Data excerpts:
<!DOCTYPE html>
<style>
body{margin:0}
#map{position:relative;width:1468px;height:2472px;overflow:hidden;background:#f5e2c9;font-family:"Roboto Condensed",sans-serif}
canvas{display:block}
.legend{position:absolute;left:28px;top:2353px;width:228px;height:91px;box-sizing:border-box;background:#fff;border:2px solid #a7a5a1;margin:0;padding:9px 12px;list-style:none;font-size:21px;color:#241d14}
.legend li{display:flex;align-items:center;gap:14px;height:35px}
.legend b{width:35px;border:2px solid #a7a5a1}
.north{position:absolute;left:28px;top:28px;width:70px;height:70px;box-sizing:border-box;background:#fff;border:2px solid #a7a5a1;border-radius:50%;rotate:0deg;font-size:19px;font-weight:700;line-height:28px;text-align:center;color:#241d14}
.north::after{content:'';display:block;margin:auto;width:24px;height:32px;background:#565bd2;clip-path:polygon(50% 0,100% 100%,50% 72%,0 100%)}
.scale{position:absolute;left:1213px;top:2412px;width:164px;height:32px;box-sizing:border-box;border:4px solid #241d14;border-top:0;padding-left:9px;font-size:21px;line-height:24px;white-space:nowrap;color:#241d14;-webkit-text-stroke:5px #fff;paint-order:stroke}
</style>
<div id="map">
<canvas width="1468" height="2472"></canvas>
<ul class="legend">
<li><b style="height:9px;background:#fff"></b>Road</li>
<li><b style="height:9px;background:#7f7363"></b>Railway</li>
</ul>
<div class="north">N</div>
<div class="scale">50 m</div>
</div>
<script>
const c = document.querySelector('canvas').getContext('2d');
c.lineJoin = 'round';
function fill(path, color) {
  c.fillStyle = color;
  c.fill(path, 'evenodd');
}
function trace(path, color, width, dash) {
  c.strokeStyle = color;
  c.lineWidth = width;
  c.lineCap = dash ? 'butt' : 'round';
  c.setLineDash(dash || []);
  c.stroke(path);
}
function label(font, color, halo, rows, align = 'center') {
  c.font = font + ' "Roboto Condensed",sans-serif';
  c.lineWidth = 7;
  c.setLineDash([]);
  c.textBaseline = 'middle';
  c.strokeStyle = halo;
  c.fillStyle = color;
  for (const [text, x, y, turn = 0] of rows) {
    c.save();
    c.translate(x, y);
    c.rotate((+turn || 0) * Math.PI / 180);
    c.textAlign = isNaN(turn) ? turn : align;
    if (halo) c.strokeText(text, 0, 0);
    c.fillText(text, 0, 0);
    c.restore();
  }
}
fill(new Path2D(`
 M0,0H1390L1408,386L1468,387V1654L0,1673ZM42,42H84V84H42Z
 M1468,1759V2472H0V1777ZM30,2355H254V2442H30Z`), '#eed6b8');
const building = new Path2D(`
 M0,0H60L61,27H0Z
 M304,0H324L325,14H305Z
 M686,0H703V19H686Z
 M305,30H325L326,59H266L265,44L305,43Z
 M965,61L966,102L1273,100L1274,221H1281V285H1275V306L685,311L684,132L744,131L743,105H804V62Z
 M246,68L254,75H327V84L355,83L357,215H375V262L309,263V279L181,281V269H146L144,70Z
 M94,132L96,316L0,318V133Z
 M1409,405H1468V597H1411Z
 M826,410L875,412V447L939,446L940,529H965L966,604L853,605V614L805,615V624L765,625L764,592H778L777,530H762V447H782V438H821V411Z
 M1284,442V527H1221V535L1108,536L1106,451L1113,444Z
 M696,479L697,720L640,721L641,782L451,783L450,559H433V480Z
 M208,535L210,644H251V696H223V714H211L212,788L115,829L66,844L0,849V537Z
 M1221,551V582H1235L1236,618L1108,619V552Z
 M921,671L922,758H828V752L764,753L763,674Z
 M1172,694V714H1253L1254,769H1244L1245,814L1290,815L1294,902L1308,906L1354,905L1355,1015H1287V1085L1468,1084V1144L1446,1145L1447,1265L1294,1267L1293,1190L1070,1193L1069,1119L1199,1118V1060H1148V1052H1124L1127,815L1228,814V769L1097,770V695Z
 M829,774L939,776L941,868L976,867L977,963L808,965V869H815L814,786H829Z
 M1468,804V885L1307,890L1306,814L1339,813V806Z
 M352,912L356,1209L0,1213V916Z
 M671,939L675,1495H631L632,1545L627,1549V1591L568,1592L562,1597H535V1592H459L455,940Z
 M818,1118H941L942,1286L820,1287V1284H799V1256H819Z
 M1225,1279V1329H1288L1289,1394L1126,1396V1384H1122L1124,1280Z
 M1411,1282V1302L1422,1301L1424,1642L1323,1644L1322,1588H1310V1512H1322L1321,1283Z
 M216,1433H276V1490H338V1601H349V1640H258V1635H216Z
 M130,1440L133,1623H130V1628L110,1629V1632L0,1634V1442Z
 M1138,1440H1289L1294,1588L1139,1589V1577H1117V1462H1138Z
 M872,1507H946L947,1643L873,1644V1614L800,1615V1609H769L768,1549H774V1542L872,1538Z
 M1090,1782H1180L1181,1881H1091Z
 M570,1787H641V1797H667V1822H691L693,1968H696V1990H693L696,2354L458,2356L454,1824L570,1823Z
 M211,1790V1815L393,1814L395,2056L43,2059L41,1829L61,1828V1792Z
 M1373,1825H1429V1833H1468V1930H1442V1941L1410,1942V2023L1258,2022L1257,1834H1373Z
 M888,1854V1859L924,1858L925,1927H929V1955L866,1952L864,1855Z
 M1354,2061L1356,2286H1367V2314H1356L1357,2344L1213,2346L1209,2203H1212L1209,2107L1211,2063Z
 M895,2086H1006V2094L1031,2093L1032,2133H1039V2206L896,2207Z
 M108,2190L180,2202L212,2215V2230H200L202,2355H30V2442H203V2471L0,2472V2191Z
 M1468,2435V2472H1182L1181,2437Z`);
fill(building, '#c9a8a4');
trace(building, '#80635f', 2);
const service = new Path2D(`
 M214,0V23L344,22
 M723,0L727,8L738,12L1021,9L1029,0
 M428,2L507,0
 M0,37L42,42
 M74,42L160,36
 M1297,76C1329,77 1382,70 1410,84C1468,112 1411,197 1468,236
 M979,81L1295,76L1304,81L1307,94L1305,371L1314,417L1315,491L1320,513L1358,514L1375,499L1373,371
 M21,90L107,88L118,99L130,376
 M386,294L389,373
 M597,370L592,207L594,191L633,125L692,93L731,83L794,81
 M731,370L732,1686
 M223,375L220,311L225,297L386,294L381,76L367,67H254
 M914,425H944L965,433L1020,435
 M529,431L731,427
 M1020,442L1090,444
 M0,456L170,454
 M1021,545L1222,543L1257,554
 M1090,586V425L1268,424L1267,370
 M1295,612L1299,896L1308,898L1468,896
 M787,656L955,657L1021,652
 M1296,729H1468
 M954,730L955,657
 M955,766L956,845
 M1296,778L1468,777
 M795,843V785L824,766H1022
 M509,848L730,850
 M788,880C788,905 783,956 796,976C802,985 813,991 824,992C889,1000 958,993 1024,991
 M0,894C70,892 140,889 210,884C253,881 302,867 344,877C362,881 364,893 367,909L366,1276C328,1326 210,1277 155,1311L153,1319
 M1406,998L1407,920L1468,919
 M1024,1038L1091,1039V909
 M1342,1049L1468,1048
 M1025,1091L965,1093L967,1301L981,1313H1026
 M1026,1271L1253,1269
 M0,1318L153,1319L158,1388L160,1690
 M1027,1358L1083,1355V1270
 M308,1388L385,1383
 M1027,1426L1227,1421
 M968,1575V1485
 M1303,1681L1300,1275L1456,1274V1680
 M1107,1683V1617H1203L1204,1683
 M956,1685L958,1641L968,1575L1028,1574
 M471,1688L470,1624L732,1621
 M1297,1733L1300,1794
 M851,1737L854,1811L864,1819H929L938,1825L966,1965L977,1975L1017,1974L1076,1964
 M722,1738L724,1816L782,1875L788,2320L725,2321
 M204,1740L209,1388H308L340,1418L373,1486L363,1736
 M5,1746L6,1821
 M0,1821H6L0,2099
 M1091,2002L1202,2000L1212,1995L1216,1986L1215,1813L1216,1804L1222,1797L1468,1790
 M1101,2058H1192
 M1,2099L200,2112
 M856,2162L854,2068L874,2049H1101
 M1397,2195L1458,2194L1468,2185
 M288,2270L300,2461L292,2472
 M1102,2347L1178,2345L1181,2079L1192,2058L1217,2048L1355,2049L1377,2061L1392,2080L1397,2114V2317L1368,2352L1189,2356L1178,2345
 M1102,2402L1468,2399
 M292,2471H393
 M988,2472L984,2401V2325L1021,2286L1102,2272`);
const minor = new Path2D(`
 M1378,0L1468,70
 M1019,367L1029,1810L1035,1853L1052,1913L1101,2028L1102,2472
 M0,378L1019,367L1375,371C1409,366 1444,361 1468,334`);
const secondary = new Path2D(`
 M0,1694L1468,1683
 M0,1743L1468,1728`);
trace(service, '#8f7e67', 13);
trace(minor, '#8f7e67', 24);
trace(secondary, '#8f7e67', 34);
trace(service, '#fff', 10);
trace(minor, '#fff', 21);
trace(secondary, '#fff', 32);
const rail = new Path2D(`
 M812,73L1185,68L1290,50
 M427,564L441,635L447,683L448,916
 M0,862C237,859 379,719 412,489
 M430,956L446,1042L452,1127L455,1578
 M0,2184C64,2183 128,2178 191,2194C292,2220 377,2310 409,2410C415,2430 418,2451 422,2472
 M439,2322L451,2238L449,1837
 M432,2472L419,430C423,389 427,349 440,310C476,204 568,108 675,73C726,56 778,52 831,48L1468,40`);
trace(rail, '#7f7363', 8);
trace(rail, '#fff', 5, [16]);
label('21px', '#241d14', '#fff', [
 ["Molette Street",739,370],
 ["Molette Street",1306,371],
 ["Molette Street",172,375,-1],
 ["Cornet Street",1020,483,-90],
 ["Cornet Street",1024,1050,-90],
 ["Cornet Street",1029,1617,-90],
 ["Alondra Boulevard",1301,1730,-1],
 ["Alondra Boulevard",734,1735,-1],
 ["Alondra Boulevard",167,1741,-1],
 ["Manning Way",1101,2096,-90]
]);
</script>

### Task to carry out:
Give the number of lines above that contain "turn", and nothing more.

### Exercise solution:
3